* Exercise aim
Count the lines below that carry the word "Doğal". Answer with that number alone.
• • • • •
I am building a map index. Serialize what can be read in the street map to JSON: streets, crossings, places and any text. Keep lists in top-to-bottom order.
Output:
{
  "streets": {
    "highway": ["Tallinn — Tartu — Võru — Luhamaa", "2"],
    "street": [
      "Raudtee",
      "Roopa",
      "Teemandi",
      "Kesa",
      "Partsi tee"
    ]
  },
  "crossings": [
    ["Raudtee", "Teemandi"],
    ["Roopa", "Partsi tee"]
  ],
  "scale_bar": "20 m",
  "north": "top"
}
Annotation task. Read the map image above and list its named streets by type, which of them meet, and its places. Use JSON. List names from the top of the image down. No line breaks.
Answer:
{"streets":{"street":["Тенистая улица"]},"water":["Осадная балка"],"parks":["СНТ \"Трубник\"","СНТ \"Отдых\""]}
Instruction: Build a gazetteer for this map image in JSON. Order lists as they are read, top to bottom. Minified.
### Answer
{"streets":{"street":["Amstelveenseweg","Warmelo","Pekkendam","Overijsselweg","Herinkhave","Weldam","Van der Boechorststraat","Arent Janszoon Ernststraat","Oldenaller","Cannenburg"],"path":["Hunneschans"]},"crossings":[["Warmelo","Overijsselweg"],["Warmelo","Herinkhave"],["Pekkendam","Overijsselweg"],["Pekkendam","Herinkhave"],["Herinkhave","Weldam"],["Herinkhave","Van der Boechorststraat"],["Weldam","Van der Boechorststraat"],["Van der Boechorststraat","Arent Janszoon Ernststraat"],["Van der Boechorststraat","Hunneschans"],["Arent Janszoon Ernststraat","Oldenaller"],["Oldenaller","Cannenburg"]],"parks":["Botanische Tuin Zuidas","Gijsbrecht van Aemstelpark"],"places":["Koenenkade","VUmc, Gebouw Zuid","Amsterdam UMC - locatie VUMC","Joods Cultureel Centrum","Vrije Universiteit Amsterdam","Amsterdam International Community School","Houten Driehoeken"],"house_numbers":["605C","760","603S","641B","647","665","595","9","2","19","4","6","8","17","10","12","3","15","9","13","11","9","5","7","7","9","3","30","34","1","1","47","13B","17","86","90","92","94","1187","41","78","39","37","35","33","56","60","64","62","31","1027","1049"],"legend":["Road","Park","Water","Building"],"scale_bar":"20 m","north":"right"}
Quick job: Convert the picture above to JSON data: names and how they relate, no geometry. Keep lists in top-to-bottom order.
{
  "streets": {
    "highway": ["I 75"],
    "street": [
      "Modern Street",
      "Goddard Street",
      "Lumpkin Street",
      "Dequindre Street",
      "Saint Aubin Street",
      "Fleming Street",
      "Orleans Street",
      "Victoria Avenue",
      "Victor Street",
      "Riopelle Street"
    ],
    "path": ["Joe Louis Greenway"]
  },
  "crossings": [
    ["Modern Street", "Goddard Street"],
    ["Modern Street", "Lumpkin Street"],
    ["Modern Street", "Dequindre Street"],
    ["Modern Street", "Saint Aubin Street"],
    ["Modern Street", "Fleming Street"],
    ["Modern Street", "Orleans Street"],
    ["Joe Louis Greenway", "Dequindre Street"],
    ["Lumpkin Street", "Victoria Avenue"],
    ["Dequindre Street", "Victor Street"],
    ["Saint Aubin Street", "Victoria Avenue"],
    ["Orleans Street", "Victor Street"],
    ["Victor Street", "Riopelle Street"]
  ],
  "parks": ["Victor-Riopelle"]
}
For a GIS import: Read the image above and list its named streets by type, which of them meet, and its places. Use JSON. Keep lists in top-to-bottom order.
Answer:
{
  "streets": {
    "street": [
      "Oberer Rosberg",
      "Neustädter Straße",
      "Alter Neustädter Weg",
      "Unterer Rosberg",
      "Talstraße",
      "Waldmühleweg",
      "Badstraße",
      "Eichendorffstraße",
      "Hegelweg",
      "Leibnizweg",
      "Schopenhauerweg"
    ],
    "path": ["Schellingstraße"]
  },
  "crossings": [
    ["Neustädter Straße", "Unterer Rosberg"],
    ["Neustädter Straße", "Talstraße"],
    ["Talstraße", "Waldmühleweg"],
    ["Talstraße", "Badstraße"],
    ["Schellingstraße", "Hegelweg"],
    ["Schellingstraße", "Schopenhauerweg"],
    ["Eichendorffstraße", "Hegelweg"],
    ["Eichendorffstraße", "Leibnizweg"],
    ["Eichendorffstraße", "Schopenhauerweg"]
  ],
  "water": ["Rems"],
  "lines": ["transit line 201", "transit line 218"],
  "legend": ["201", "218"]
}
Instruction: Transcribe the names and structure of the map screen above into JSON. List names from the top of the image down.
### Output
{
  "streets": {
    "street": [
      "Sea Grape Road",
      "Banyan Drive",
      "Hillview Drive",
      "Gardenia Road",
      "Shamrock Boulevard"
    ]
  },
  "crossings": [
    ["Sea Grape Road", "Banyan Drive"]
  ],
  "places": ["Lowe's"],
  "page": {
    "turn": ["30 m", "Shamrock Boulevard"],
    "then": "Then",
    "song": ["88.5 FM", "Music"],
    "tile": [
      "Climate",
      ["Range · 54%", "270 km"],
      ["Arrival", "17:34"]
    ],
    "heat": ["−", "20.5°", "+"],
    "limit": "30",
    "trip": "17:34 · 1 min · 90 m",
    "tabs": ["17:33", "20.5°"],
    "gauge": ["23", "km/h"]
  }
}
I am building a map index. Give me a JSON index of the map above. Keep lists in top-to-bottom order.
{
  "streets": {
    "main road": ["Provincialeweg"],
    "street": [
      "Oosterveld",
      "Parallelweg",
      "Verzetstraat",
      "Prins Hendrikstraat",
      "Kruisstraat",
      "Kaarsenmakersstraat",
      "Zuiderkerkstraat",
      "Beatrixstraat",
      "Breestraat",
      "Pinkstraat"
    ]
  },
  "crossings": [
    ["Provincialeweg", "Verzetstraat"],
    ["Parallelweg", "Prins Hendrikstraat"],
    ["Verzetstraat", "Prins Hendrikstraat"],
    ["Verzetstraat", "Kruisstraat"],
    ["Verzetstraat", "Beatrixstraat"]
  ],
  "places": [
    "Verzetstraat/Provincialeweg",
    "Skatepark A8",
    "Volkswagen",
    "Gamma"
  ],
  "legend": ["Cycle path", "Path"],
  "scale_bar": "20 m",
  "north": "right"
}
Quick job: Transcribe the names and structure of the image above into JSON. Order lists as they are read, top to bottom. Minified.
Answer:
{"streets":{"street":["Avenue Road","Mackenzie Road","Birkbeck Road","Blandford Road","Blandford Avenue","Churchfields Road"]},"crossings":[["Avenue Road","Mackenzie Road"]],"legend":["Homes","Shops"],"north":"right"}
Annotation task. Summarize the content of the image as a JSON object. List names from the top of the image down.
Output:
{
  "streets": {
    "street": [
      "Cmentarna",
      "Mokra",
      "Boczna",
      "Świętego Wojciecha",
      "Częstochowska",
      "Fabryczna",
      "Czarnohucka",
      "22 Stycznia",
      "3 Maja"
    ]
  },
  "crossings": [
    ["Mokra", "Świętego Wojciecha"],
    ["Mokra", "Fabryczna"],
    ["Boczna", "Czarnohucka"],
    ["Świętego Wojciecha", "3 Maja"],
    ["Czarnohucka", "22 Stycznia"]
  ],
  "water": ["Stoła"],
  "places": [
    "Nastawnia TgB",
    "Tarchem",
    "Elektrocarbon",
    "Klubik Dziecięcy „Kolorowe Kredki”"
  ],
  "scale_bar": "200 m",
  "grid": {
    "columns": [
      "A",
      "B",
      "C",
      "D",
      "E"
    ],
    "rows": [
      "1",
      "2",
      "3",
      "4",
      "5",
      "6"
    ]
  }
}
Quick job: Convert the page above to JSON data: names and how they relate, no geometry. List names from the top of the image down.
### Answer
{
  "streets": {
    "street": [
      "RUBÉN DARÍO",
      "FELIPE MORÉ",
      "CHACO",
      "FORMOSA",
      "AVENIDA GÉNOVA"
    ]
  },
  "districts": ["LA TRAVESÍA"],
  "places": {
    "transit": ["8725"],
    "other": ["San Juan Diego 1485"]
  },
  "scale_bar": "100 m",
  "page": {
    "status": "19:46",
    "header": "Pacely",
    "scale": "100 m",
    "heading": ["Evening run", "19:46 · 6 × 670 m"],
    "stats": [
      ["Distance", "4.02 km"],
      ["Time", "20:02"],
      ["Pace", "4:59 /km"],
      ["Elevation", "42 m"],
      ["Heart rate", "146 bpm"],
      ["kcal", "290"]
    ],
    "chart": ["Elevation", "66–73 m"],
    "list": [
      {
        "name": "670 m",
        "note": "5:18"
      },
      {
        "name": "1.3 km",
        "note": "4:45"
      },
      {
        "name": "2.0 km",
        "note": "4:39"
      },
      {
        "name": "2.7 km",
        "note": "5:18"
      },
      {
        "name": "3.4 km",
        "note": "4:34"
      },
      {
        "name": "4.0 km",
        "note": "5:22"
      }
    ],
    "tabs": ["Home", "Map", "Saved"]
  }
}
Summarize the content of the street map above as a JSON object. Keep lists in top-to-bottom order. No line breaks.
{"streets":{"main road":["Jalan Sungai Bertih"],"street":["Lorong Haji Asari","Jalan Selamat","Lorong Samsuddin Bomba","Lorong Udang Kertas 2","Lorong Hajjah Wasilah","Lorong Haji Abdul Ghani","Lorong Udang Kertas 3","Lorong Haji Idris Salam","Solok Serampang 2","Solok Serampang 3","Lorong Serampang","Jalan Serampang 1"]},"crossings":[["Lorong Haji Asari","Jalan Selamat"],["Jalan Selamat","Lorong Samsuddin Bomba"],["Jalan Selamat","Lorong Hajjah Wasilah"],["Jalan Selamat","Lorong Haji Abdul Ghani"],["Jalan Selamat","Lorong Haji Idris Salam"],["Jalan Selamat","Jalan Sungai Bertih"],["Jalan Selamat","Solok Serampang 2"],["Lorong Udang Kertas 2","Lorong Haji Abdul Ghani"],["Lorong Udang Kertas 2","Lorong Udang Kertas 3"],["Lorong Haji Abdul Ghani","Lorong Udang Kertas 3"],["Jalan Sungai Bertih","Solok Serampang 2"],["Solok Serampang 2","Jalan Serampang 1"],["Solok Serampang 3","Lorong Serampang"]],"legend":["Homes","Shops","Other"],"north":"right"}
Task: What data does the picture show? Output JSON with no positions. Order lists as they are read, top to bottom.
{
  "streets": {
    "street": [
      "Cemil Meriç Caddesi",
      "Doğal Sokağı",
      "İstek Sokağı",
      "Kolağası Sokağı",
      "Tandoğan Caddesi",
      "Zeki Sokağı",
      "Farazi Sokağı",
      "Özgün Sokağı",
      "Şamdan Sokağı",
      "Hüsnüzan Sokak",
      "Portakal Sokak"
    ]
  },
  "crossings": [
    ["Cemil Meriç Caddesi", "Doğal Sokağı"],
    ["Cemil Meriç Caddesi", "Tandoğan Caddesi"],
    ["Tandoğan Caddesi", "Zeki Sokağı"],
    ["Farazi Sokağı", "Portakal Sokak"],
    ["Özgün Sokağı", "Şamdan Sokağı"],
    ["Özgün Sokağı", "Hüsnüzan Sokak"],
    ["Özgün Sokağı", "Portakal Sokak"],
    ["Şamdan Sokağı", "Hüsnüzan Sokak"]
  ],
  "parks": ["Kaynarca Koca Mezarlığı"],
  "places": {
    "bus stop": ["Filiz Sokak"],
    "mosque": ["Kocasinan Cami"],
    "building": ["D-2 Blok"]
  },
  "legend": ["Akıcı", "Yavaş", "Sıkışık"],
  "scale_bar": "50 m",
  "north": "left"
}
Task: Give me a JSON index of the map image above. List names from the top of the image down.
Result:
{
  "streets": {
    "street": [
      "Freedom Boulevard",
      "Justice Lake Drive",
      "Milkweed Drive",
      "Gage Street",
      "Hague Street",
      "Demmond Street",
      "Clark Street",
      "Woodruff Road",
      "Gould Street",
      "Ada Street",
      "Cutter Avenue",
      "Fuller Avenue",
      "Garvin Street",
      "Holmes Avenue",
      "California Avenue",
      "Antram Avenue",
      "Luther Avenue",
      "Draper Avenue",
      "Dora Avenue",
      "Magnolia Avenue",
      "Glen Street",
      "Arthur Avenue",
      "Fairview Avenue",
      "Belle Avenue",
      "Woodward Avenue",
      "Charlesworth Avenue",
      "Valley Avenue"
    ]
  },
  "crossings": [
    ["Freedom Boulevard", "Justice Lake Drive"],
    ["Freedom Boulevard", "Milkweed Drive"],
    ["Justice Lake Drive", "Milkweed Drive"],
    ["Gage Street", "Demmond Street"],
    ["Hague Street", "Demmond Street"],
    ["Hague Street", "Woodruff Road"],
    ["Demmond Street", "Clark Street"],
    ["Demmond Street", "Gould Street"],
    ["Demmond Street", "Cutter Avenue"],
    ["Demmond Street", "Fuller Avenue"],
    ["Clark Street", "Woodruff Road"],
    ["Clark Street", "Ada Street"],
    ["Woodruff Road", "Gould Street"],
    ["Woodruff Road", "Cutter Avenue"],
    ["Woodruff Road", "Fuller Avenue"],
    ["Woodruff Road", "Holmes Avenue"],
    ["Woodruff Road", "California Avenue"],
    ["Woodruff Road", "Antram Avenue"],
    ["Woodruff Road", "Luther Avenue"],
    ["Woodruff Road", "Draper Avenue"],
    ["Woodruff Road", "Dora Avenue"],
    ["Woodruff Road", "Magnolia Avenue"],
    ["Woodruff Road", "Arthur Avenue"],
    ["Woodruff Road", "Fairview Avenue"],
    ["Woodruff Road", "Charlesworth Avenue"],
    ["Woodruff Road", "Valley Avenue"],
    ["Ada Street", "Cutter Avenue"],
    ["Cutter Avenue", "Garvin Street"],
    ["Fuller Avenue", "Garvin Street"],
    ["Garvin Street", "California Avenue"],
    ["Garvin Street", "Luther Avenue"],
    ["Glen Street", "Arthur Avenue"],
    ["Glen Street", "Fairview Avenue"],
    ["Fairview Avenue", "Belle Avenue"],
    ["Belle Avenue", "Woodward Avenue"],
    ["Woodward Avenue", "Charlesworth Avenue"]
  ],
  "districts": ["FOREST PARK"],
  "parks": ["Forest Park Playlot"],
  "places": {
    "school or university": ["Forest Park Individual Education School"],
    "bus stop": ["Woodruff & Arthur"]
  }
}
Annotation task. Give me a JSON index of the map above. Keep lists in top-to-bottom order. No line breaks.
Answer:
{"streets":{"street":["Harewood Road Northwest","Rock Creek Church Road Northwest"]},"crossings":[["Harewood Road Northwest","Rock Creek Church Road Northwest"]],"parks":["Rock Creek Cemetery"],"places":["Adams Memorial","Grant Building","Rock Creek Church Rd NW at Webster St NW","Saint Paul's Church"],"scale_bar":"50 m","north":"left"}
• • • • •
* Reply
2